Work task:
Whenever "Brookwood" appears in a line, please copy that line from the data.

Data for review below:

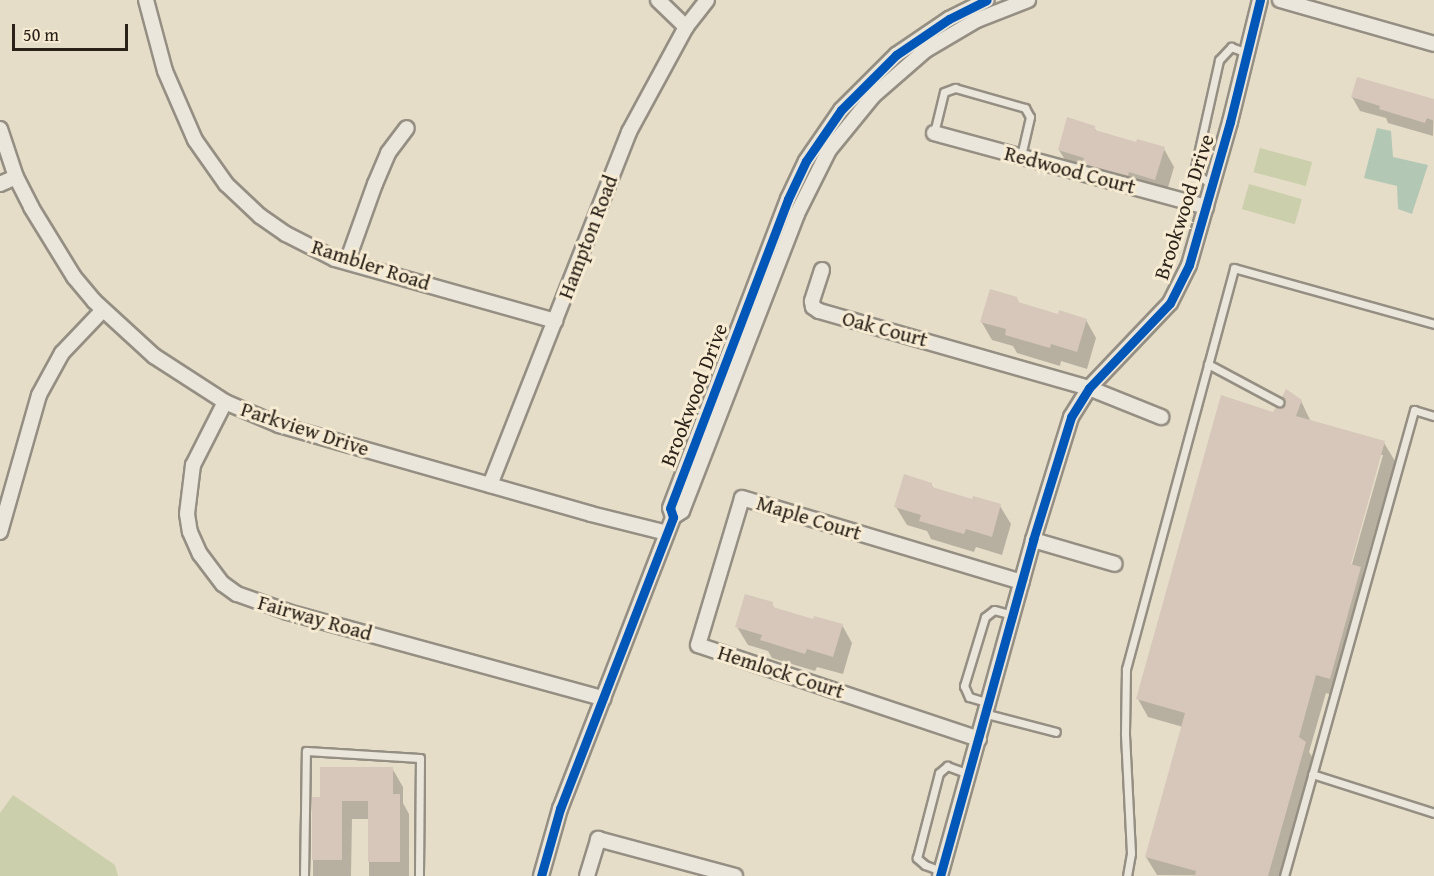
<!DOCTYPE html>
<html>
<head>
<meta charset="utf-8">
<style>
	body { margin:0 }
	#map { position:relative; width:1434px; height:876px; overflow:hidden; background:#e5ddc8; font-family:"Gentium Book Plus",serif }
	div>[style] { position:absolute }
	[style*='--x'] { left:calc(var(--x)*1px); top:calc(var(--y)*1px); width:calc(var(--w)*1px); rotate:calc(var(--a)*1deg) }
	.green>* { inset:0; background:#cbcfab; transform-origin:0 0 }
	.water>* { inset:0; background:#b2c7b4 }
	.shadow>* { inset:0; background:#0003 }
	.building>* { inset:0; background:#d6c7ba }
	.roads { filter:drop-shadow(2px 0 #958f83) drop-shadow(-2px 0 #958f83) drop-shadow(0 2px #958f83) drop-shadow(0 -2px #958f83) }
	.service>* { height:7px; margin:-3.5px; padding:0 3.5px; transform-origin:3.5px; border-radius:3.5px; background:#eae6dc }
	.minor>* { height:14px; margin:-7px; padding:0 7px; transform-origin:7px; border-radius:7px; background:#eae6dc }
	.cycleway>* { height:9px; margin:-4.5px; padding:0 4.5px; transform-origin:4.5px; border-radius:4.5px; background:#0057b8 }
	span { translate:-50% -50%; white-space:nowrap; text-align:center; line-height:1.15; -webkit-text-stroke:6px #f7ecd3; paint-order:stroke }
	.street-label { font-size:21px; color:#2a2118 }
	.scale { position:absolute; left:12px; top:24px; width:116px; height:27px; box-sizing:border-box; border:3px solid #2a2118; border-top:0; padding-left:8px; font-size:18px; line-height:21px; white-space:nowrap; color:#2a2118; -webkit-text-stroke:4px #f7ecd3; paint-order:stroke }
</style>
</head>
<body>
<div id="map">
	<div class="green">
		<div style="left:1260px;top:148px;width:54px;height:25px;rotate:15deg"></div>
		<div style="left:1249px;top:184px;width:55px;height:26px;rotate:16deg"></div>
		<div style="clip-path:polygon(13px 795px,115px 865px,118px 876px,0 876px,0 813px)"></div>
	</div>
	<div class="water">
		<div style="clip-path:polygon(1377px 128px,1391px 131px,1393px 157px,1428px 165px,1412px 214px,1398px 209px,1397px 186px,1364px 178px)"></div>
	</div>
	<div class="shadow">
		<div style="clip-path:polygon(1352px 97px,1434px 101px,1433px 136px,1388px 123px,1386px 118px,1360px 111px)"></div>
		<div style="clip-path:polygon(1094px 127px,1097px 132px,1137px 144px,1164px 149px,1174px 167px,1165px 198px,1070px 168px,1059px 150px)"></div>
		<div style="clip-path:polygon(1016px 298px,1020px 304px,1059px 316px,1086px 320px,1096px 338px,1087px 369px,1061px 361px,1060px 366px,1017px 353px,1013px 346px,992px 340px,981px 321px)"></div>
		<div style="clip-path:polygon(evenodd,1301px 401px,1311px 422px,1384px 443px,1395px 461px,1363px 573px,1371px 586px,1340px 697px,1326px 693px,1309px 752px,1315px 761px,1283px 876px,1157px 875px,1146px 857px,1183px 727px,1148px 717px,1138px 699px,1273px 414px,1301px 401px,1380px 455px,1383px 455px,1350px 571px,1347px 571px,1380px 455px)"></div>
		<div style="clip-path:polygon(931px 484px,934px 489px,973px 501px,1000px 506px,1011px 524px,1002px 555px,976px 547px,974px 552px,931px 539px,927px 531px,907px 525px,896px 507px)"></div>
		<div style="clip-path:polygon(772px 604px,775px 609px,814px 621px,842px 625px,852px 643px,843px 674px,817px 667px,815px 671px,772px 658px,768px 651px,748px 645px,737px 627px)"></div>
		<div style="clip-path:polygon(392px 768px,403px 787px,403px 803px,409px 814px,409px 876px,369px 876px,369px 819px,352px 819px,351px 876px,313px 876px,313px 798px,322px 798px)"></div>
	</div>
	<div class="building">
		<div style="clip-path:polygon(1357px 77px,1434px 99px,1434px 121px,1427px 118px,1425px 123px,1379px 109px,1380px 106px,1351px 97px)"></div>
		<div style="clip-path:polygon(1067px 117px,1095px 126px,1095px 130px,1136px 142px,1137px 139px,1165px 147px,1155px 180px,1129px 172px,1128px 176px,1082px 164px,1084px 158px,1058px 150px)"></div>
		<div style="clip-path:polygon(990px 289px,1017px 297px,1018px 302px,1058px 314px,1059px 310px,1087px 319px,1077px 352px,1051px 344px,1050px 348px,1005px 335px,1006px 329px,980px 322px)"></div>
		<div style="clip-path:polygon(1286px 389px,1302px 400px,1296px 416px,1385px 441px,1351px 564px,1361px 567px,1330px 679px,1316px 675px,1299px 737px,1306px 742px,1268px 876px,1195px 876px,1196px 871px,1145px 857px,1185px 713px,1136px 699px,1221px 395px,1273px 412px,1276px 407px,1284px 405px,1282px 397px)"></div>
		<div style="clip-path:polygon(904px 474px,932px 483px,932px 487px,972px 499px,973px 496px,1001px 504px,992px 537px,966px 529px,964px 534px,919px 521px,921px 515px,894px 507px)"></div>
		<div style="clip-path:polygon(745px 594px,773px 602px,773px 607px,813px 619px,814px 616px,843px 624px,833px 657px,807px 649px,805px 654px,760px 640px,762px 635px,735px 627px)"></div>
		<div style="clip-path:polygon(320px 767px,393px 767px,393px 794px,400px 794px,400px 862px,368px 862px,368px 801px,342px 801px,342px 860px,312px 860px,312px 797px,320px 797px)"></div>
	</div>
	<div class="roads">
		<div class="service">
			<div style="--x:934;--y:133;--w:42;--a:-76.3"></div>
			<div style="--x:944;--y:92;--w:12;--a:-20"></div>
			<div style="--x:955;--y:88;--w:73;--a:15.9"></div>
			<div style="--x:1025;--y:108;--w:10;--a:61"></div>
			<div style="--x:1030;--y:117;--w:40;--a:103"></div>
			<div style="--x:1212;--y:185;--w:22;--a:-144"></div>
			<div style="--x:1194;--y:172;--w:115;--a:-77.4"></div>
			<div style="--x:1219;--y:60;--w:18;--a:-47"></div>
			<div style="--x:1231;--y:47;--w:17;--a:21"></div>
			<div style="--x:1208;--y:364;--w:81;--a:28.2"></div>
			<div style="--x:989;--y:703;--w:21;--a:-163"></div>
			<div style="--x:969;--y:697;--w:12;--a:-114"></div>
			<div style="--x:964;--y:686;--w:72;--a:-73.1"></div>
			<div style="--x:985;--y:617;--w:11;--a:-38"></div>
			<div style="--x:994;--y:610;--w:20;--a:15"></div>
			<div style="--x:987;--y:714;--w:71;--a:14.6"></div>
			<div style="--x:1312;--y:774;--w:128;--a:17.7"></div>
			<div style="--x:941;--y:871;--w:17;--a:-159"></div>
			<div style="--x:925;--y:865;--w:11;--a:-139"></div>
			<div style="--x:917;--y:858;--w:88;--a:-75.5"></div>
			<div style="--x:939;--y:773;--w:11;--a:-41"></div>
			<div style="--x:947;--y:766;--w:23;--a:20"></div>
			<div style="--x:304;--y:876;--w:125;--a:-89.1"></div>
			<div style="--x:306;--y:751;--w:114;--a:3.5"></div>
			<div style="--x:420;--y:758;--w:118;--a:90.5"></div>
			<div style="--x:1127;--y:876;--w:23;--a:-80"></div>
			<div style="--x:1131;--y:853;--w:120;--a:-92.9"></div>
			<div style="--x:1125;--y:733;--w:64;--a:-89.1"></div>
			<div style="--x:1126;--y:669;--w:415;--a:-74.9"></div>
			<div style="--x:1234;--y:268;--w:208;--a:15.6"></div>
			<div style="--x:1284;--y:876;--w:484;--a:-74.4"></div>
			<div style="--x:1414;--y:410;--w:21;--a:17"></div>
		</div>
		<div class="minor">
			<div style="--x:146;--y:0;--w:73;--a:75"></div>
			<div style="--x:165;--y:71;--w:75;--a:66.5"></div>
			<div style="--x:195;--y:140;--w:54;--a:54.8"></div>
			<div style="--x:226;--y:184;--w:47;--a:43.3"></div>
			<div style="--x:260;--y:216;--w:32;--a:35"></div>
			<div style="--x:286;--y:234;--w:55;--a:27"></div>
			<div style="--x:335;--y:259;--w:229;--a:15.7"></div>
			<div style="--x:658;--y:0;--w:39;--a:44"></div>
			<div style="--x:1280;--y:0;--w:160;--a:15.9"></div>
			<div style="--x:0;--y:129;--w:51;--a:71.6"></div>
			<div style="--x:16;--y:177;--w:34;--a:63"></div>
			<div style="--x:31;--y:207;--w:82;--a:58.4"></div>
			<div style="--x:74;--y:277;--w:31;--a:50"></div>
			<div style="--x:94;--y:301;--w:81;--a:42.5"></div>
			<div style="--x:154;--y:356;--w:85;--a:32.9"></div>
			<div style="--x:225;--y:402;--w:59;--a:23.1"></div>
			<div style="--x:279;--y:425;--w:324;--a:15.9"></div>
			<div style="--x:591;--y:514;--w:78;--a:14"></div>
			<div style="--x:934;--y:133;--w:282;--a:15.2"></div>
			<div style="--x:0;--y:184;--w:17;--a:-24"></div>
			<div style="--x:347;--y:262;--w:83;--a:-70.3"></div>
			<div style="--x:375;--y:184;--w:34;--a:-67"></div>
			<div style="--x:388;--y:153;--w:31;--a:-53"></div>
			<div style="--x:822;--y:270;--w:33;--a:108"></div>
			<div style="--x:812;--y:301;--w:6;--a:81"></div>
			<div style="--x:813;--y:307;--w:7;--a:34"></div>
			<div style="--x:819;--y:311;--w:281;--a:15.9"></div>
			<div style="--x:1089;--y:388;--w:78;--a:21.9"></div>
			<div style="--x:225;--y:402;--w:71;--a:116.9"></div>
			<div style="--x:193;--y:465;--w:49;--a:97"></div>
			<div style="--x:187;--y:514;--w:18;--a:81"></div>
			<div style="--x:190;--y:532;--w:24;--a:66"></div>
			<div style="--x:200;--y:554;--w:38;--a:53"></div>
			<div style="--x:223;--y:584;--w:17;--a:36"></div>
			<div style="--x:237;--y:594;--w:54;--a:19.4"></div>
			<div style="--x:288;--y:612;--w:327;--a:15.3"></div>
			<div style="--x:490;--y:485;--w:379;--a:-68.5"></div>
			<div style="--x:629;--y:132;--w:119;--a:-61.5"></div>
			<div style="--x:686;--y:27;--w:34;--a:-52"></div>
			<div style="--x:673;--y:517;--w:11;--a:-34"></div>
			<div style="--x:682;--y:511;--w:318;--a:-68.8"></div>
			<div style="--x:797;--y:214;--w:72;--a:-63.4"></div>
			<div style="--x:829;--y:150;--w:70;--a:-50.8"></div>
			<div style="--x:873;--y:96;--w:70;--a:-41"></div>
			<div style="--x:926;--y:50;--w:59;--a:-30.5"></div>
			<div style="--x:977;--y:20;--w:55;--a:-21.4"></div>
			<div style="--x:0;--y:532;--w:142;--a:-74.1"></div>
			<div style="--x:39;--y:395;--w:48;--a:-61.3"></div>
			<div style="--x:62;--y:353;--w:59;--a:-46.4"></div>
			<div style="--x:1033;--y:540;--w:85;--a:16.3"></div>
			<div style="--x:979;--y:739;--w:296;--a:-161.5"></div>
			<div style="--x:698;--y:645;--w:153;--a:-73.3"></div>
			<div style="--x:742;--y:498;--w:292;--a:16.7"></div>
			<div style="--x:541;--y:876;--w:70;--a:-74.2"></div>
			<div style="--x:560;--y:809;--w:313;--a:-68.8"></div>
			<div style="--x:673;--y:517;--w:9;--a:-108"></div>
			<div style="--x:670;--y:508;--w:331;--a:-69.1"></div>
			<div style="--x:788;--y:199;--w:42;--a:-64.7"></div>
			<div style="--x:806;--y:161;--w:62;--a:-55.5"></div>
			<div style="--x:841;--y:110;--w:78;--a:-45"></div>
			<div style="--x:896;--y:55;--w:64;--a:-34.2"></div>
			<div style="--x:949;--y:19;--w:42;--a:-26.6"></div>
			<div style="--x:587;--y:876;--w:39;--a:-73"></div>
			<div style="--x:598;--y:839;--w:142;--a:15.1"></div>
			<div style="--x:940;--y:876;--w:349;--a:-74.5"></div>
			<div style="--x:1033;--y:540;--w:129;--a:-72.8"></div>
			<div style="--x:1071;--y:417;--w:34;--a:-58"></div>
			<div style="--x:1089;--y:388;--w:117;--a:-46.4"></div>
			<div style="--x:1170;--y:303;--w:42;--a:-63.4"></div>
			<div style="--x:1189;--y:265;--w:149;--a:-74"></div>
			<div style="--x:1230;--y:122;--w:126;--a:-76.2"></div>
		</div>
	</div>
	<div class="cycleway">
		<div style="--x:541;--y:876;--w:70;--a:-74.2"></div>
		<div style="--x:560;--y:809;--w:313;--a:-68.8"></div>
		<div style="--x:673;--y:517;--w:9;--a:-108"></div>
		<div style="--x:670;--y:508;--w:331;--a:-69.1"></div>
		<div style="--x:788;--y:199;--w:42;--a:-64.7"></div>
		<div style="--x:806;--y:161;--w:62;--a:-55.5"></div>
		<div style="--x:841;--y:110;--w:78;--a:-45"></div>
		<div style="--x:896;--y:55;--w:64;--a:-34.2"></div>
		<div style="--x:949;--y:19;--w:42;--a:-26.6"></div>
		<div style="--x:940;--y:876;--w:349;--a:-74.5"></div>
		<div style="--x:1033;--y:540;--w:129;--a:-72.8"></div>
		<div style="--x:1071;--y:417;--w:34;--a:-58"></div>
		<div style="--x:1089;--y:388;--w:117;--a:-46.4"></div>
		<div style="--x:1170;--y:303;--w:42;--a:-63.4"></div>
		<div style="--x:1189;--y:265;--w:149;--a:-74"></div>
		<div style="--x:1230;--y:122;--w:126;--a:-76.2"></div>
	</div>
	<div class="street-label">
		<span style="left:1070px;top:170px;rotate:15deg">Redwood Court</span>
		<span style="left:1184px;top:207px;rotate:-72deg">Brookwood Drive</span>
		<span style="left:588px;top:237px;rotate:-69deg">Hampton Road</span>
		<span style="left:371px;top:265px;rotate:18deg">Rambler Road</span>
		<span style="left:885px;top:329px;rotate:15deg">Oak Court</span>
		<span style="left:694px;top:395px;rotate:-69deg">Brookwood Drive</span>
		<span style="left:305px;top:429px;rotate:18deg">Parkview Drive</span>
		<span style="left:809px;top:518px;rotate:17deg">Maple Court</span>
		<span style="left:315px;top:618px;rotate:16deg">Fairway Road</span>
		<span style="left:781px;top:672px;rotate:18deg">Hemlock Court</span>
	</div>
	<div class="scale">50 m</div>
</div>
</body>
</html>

End of Data for review.

Result of the exercise:
		<span style="left:1184px;top:207px;rotate:-72deg">Brookwood Drive</span>
		<span style="left:694px;top:395px;rotate:-69deg">Brookwood Drive</span>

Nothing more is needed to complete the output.